In this work, we simulate transport in a two-dimensional heterogeneous medium under spatially varying permeability and mobile-immobile mass transfer parameters. Equations are solved using a Lattice-Boltzmann TRT algorithm. We assume the following relation between the local permeability K and the local retention time 1/τ: 1/τ ≈K^γ.
Taking into account this relation, we investigate the impact of the Damköhler number (Da, ratio of the retention and convection time scales), the disorder of the permeability field and the value of the exponent of the coupling function (γ) on the spatial evolution of the concentration field and the breakthrough curve.

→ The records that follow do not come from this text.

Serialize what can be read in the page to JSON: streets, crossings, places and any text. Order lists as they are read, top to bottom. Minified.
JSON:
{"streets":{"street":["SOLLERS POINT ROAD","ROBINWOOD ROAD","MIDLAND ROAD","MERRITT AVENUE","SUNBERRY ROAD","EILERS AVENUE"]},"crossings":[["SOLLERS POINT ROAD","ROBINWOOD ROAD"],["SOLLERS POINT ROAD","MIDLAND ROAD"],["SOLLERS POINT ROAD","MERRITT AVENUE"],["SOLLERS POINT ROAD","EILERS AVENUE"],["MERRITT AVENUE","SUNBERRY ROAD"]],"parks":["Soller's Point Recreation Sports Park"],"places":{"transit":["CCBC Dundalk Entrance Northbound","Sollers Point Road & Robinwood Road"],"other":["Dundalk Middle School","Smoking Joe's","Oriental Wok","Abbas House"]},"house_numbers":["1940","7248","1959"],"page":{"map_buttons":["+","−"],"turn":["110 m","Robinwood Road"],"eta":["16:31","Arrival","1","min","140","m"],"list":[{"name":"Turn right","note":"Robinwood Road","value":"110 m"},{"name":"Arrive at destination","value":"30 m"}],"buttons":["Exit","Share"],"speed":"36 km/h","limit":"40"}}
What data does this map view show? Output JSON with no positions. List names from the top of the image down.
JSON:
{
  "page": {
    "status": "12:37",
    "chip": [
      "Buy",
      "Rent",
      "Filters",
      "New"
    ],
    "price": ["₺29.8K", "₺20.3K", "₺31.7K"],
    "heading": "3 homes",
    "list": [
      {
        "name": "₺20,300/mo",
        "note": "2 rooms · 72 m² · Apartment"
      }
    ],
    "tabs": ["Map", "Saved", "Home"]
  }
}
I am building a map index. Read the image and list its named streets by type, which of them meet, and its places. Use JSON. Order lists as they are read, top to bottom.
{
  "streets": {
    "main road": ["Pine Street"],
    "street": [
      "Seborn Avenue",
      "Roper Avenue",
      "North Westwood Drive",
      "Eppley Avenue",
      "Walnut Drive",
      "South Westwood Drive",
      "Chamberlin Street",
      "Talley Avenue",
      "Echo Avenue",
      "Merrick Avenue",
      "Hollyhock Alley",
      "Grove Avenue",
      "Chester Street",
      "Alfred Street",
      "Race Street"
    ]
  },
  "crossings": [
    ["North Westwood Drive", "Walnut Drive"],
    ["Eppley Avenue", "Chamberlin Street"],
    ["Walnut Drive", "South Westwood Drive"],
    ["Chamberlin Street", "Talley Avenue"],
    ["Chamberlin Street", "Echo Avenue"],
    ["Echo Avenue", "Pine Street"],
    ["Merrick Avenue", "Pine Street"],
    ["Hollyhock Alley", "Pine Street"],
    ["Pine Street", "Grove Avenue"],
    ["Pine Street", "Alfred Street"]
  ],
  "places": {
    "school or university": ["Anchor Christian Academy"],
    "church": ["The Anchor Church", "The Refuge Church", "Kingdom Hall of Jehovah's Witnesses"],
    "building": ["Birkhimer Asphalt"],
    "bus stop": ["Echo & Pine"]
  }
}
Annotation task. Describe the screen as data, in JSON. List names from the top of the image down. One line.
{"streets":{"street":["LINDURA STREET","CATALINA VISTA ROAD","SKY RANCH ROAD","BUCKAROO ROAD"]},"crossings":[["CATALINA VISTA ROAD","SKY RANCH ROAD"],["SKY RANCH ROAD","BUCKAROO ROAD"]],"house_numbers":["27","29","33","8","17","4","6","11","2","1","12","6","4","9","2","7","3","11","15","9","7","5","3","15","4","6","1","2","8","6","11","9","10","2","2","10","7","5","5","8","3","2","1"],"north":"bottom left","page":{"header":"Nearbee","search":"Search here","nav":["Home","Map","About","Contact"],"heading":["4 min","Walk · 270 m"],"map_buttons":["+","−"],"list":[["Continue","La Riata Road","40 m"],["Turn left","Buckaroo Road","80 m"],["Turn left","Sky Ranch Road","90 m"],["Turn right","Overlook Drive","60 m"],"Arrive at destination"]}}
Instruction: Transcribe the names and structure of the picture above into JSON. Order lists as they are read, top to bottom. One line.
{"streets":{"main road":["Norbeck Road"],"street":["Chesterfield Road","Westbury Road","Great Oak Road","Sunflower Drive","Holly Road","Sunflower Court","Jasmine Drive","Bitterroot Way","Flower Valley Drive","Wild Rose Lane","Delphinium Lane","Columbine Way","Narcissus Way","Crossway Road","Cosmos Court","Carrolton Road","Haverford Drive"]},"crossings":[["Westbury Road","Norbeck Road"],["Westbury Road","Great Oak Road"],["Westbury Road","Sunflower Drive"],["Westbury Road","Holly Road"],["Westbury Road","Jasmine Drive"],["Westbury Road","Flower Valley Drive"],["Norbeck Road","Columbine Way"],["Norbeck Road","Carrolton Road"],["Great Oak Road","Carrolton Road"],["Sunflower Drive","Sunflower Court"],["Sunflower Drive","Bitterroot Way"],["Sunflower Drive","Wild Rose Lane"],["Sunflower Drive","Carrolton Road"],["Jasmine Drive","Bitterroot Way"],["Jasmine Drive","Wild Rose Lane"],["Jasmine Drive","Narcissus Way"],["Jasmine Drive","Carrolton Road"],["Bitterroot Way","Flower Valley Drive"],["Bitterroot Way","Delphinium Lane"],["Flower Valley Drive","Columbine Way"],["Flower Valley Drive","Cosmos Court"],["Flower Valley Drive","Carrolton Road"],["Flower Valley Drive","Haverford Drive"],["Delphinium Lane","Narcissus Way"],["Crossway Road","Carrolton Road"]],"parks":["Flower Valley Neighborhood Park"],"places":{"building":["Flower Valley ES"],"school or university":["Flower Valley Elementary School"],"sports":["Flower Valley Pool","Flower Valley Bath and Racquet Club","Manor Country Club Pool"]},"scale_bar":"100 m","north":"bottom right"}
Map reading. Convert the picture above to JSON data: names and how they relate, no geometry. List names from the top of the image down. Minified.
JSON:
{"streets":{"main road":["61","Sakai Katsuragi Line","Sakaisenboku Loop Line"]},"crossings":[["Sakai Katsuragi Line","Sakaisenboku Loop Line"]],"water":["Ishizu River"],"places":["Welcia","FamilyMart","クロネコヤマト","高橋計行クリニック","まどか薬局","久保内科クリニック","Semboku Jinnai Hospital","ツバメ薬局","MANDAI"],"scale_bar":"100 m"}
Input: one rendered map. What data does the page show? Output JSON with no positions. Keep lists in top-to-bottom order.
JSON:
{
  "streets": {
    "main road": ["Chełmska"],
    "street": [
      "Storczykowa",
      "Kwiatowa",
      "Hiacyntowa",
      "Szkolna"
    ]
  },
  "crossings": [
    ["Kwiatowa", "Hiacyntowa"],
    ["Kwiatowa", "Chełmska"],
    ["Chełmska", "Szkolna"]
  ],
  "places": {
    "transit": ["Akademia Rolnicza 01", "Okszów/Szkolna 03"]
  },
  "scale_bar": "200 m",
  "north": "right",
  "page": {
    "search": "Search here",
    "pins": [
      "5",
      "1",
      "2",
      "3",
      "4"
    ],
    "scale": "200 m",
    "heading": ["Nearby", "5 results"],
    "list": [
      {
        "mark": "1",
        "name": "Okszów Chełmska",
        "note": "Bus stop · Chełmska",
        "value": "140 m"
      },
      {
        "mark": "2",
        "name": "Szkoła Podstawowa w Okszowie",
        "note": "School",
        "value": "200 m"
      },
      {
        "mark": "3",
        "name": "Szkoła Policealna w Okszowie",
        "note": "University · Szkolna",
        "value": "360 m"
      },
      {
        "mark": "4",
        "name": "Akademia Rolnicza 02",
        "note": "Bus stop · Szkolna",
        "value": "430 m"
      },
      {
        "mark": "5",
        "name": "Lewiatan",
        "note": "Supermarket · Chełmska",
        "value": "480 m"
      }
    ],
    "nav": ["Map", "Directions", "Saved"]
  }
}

We show that, depending on the parameters (Da, γ, etc.), we can observe normal or anomalous dispersion, which are characterized by power-law tails of solute breakthrough curves and non-linear evolution of the spatial variance of the solute distribution. These behaviors are upscaled using a continuous time random walk approach based on a spatial Markov model for particle velocities that couples advective-dispersive transport and heterogeneous mass transfer through a compound Poisson process. The model can be parameterized by the distributions of permeabilities and exchange parameters.
Coupling between the heterogeneous permeability field and the local mass transfer properties can strongly influence transport and explain the experimentally observed non-Gaussian behavior.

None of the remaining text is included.